Bryan Strimpel, who has become prominent in recent seasons as a collaborator and duet partner with Nicholas Leichter (catch their show at Joe's Pub next weekend; they're astonishing together), steps on another dancer's body like he's rolling a log, and makes intricate spiraling motions with his arms. The movement proceeds through his arms and upper body (Brooks has done entire dances with just the upper body), like a complex sign language. He engages Brooks in a roiling, intriguing bout of contact improvisation, but it loses steam when it grows to include a larger group. 


The dancers pull on the ropes so some of the sticks levitate, straightening in the process. Their facades catch the light, glinting hypnotically. The dancers wear brightly-hued orange or maroon suits or dresses designed by Roxana Ramseur, another sign of the title's setting. Jonathan Melville Pratt wrote the score of cascading guitar and cello lines that builds in dynamic and volume. 

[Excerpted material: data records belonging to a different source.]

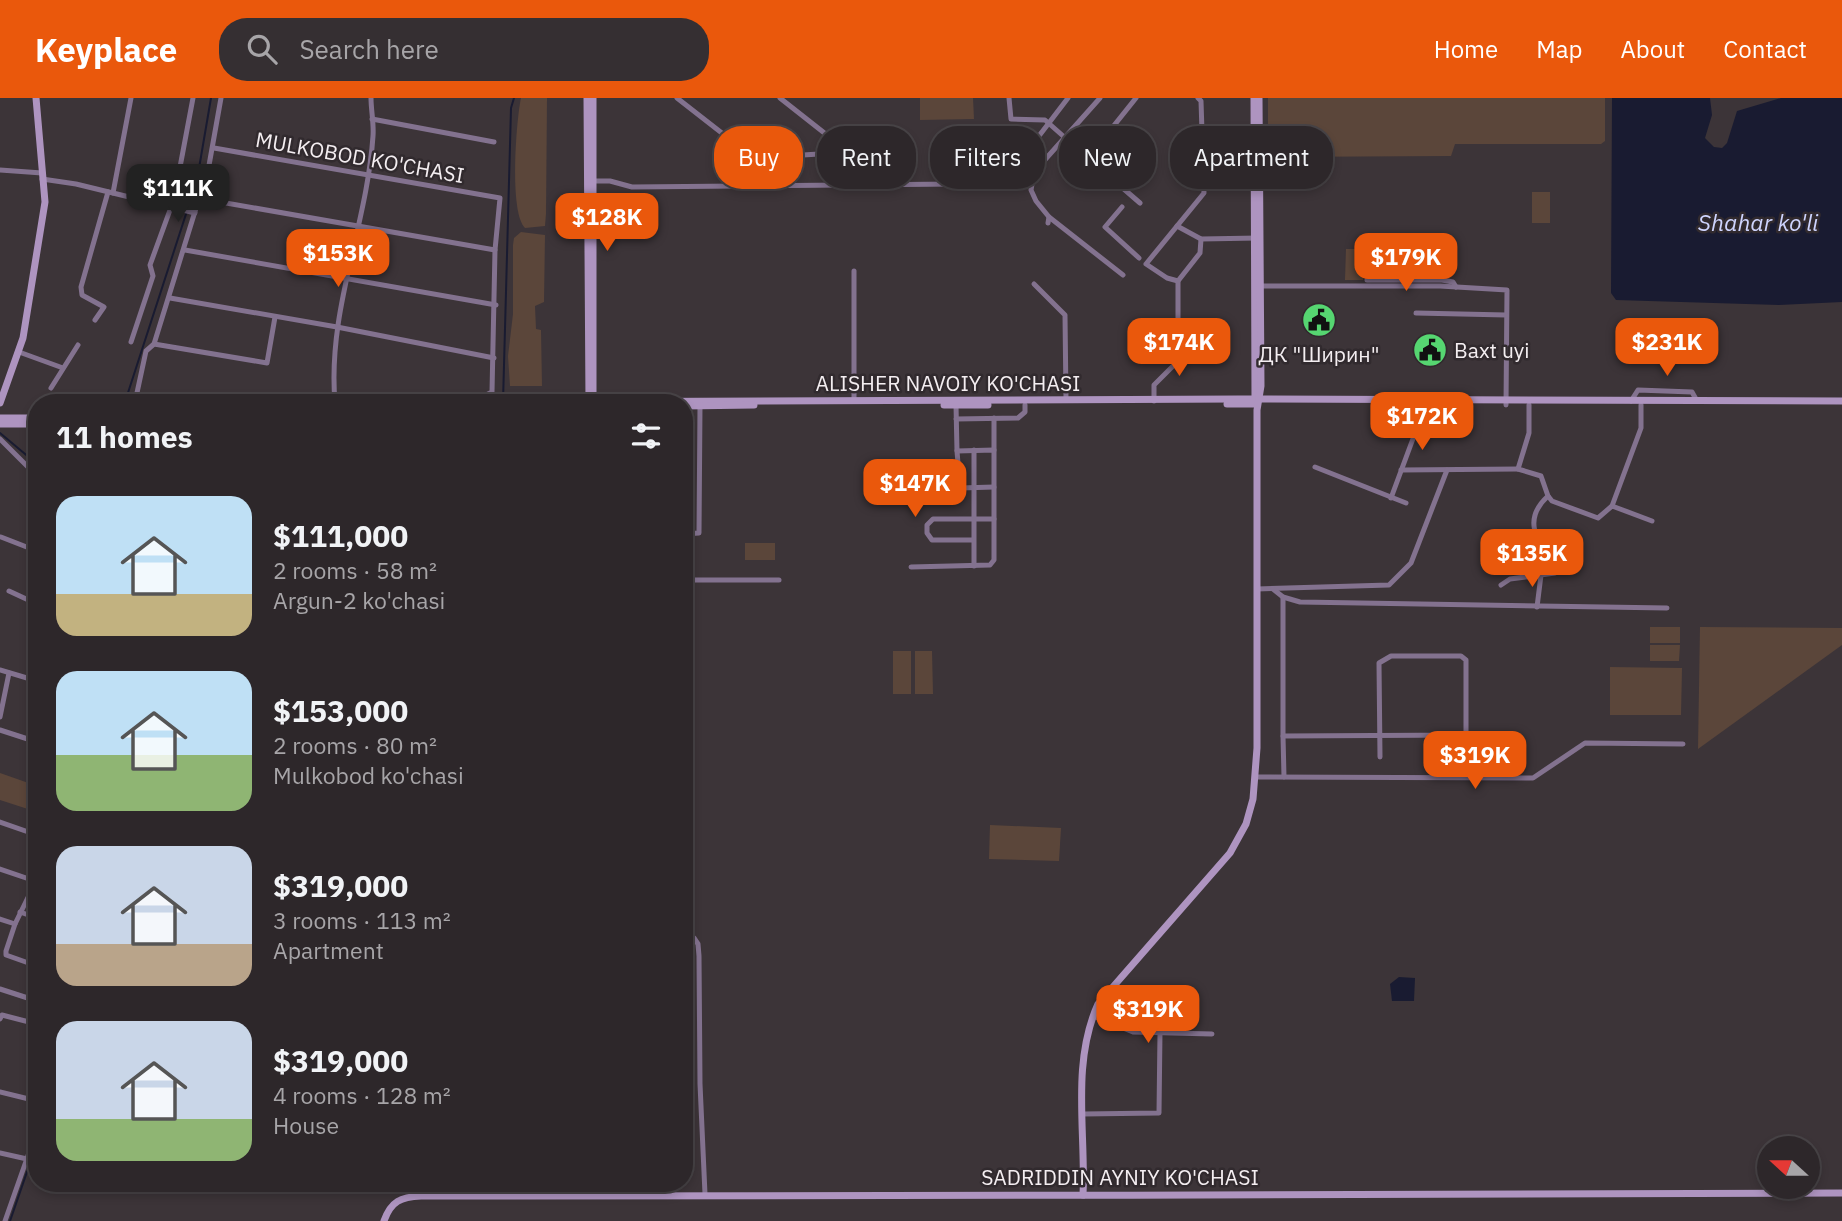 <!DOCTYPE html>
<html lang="en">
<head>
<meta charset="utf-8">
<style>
  body { margin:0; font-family:"IBM Plex Sans",sans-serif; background:#352f32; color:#f1f3f6; height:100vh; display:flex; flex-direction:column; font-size:26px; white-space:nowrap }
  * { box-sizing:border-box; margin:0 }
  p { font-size:23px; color:#a7a5a8 }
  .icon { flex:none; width:38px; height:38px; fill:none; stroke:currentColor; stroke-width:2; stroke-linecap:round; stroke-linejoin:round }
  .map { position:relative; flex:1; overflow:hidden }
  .drawer { position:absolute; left:28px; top:296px; width:665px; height:798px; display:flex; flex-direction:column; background:#2d272a; border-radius:28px; box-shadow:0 4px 10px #0003,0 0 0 2px #484447 }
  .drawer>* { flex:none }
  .hud { position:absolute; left:714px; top:28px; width:665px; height:63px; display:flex; gap:14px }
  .needle { width:46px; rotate:291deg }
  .buttons { position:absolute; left:1757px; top:1038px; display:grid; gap:14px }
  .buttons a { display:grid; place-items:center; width:63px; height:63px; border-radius:50%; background:#2d272a; box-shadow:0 4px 10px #0003,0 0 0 2px #484447; font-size:35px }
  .price { position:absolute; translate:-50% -60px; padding:0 16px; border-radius:14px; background:#ea580c; color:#fff; font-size:23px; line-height:46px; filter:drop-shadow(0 2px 4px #0008) }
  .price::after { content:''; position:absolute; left:50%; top:42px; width:21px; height:16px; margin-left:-10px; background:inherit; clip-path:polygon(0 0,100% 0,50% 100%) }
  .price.current { background:#222; color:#fff }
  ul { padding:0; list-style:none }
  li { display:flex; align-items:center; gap:21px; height:175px; padding:0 28px }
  li span { display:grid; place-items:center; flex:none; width:196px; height:140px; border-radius:21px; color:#555 }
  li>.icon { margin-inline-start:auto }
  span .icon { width:84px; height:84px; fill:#fffc; stroke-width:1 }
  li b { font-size:30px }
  h2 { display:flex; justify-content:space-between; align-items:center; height:84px; padding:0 28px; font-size:30px }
  .pill { padding:0 24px; border-radius:28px; background:#2d272a; box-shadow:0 4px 10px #0003,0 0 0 2px #484447; font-size:24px; line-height:63px }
  .pill.current { background:#ea580c; color:#fff }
  header { display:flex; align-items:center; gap:42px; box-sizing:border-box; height:98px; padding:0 35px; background:#ea580c; color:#fff }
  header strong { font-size:33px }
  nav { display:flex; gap:38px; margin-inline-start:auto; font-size:24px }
  .search { width:490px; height:63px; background:#352f32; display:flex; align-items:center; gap:18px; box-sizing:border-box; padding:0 24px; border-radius:28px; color:#a7a5a8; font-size:26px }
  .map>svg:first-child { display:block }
  .green { fill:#5b463a }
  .water { fill:#191b31 }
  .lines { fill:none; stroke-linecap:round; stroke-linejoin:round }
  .stream { stroke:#191b31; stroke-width:2 }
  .street { stroke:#83728f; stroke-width:5 }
  .secondary { stroke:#ae94c0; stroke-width:7 }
  .labels { text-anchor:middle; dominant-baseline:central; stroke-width:5; stroke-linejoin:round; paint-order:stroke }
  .street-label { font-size:21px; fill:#f4eef1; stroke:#312a2e }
  .poi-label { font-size:21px; fill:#f4eef1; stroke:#312a2e; text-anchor:start }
  .water-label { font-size:23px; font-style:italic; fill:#ced4fe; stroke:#312a2e }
</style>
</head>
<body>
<header>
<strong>Keyplace</strong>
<div class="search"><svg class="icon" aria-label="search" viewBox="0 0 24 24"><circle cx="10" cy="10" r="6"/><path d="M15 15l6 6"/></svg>Search here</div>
<nav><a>Home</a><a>Map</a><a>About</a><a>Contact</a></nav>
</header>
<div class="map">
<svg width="1842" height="1123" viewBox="0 0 1842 1123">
  <rect width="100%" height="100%" fill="#3c3438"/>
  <!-- green -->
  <g class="green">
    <path d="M521 0H547L546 116 545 128 525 130C509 115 516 23 521 0Z"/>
    <path d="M920 0H973L974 21 920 22Z"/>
    <path d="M1268 0H1605V43L1601 46H1455L1451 58 1268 59Z"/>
    <rect x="1532" y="94" width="18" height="31"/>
    <path d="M521 134 545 137 544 204 535 208 536 231 541 232 542 288H510L508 258 513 216V147L514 140Z"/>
    <path d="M1346 151H1364L1363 182H1345Z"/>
    <rect x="745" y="445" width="30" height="17"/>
    <rect x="1650" y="529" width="30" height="16"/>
    <path d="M1700 529 1842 530V547L1698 651Z"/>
    <path d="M1650 547H1680L1679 563H1650Z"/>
    <rect x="893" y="553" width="18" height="43"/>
    <path d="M915 553H932L933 596H915Z"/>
    <path d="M1610 569 1682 570 1681 617H1610Z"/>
    <path d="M0 675 37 688V714L0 702Z"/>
    <path d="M990 727 1061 730 1059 763 989 761Z"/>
  </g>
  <!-- water -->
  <g class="water">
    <path d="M1612 0H1710L1712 17 1705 40 1714 49 1722 50 1727 45 1737 13 1781 0H1842V204L1779 207 1616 202 1611 195Z"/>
    <path d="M1399 879 1415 880 1414 903H1392L1390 886Z"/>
  </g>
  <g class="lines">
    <!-- stream -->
    <g class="stream">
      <path d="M188 110 197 82 211 0"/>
      <path d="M125 304 186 116"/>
      <path d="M503 304 511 10 514 0"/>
      <path d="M0 335 37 366"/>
      <path d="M10 1123 37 1045"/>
    </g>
    <!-- street -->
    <g class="street">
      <path d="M677 0 750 57 766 87"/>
      <path d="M1009 0 1011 21 1045 22 1088 60"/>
      <path d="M1136 0 1088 60 1140 105"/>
      <path d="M372 21 494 44"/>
      <path d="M1011 36 1029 51 1020 61 979 64 996 42 1002 45Z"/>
      <path d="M774 47 787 58 819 56 832 41 780 0"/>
      <path d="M214 50 500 100 495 152 492 294 486 297 367 299"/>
      <path d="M1029 51 1068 0"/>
      <path d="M0 72 42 75"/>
      <path d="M42 81 76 86 195 115"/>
      <path d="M591 83H610L632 89 958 86"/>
      <path d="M113 95 131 0"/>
      <path d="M203 101 495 152"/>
      <path d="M1122 109 1105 129 1139 160"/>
      <path d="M1049 119 1123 177"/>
      <path d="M1048 125 1049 119 1036 103 1031 92 1034 74 1100 0"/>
      <path d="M1177 128 1201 141 1258 140"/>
      <path d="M185 152 496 207"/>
      <path d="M1367 182H1442L1453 184 1456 189"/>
      <path d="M1178 183 1167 180 1146 166 1204 95 1201 3 1198 0"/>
      <path d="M1034 186 1065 217 1066 302"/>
      <path d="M1259 188H1440L1507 192 1506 307"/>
      <path d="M170 200 337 229 494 260"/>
      <path d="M1416 215 1506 217"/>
      <path d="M95 222 104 209 82 197 81 189 108 94"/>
      <path d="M131 244 153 178 150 167 174 101 193 0"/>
      <path d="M154 246 267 265 275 219"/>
      <path d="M19 254 63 270"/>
      <path d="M51 290 78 247"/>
      <path d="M854 302V173"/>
      <path d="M1154 303V287L1189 252 1190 235 1178 224V183L1200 155 1201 141"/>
      <path d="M1631 303 1638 292 1692 294 1697 303"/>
      <path d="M135 304 146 253 154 246 197 107 203 101 221 0"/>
      <path d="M208 304 335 301"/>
      <path d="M335 304C327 213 367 128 373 38 374 26 371 12 371 0"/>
      <path d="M1529 307V335L1518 371 1541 378 1548 398"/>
      <path d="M956 321 1018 320 1025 314V307"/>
      <path d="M0 341 37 378"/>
      <path d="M994 352V320"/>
      <path d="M957 353 960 390 994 389"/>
      <path d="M1315 369 1406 405"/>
      <path d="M1401 372 1518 371"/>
      <path d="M1391 400 1414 338 1411 303"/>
      <path d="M1612 408 1652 423"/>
      <path d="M684 436 699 435 700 308"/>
      <path d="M1 439 37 453"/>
      <path d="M973 442H932L927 435V427L933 421H994"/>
      <path d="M974 468V352"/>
      <path d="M911 469 990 467 994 462V352L957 353 956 307"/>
      <path d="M684 482H779"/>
      <path d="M1501 487 1510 481 1555 475 1560 457C1531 446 1525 419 1548 398L1552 403 1598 420 1612 408 1641 330V307"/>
      <path d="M1257 491 1389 487 1411 465 1447 372"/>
      <path d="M1273 491 1283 499 1300 504 1667 510"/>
      <path d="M9 493 37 506"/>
      <path d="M1283 499V638"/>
      <path d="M1537 509 1541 477"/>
      <path d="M0 572 37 583"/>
      <path d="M0 619 9 575"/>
      <path d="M0 632 37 644"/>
      <path d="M1256 679 1533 680 1585 645 1683 646"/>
      <path d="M1284 679 1283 638 1466 637V562L1461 558H1391L1379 565 1380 659"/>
      <path d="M0 724 37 737"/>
      <path d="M0 771 35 783"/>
      <path d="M37 781 15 826 6 853V857L37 868"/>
      <path d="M20 814 37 820"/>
      <path d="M0 821 15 826"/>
      <path d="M684 839 694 840 698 846 699 858 700 986 705 1096"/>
      <path d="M0 891 37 903"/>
      <path d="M1093 918 1133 934 1212 936"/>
      <path d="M0 921 2 917 37 926"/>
      <path d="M0 994 37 1003"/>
      <path d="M1083 1016 1159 1015 1160 934"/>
      <path d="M0 1055 27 1061"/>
      <path d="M5 1123 37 1032"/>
    </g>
    <!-- secondary -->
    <g class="secondary">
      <path d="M587 0 589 304"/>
      <path d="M1254 0 1255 300"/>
      <path d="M517 304 1239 301 1842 303"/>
      <path d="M593 304V0"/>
      <path d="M0 305 23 240 45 104 36 0"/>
      <path d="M1227 306H1254"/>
      <path d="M944 307H988"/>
      <path d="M684 308 754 307"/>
      <path d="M0 320H37"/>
      <path d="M0 326H37"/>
      <path d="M1083 1097C1086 1034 1071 966 1098 906L1230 755 1246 726 1253 701 1257 650V312L1261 288 1259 0"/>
      <path d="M384 1123C391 1103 401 1099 421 1098 895 1095 1368 1100 1842 1095"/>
    </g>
  </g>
  <!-- icons -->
  <defs>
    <g id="civic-disc" transform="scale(1.75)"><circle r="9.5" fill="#56d671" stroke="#312a2e"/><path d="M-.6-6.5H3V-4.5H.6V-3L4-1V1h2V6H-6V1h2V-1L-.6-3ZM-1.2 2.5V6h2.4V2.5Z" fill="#111"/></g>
  </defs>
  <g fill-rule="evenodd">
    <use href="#civic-disc" x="1319" y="222"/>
    <use href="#civic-disc" x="1430" y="252"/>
  </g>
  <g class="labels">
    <!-- street labels -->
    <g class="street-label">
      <text transform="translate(360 59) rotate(10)">MULKOBOD KO'CHASI</text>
      <text x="948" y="285">ALISHER NAVOIY KO'CHASI</text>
      <text x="1120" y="1079">SADRIDDIN AYNIY KO'CHASI</text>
    </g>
    <!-- poi labels -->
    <g class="poi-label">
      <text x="1454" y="252">Baxt uyi</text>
      <text x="1319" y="256" text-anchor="middle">ДК "Ширин"</text>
    </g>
    <!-- water labels -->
    <g class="water-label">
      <text x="1758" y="124">Shahar ko'li</text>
    </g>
  </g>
</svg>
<div class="buttons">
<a><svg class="needle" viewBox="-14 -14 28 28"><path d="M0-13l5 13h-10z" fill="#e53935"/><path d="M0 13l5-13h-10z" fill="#a7a5a8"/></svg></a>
</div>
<b class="price current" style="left:178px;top:126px">$111K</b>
<b class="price" style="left:607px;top:155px">$128K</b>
<b class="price" style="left:338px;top:191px">$153K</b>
<b class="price" style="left:1406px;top:195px">$179K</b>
<b class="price" style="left:1179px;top:280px">$174K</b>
<b class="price" style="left:1667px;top:280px">$231K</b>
<b class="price" style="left:1422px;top:354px">$172K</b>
<b class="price" style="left:915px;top:421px">$147K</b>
<b class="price" style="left:1532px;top:491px">$135K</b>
<b class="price" style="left:1475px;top:693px">$319K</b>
<b class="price" style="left:1148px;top:947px">$319K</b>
<div class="hud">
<a class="pill current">Buy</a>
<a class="pill">Rent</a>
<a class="pill">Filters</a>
<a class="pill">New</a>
<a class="pill">Apartment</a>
</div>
<section class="drawer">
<h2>11 homes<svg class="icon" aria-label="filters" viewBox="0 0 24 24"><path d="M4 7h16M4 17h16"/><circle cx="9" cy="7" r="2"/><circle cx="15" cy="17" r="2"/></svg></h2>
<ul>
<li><span style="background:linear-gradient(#bfe0f5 70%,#c2b280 0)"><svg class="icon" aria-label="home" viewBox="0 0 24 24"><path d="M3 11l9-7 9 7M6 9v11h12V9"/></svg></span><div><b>$111,000</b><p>2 rooms · 58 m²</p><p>Argun-2 ko'chasi</p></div></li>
<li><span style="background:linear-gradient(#bfe0f5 60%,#8fb573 0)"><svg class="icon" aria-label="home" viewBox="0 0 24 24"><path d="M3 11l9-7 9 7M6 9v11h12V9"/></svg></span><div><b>$153,000</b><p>2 rooms · 80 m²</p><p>Mulkobod ko'chasi</p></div></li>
<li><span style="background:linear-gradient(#c9d6e8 70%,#b9a48a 0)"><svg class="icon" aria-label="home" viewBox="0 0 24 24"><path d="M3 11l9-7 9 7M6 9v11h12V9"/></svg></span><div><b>$319,000</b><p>3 rooms · 113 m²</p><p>Apartment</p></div></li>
<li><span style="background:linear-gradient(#c9d6e8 70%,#8fb573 0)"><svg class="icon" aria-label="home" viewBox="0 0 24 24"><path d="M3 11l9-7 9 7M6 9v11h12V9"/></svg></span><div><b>$319,000</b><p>4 rooms · 128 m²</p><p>House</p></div></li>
</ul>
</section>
</div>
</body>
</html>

Brooks seems to think as much like a scientist or visual artist than as a choreographer. He conceives of a kinetic experiment involving the body, and works through it to the point of exhaustion. We see gorilla-inspired knuckle walking, and partnering riffs where the suspended one bounds on his/her toes. Brooks performs the most grueling tasks himself, allowing a woman to  step only on his hands or other body parts in a perverse co-dependency. But these exercises hold somewhat fleeting interest, and don't quite hold together as a coherent choreographic statement. It's the magnificent set and lighting that give Big City its engine.


Speaking of, also of note on the program was Motor (2010, excerpt). Brooks and David Scarantino reprise some of this punishing duet in which they only hop to get somewhere. The facility (and I won't say "ease" because it ain't easy) with which they move this way is impressive, positioning their arms and suspended leg in various ways. They eat up space, hop backwards, and make loops and other formations. The original work was performed in another elaborate set of braced cables radiating from a blindingly lit center. Without that set impeding space, they were more free to travel, and we could better see the oddly engaging obsessiveness of Brian Brooks.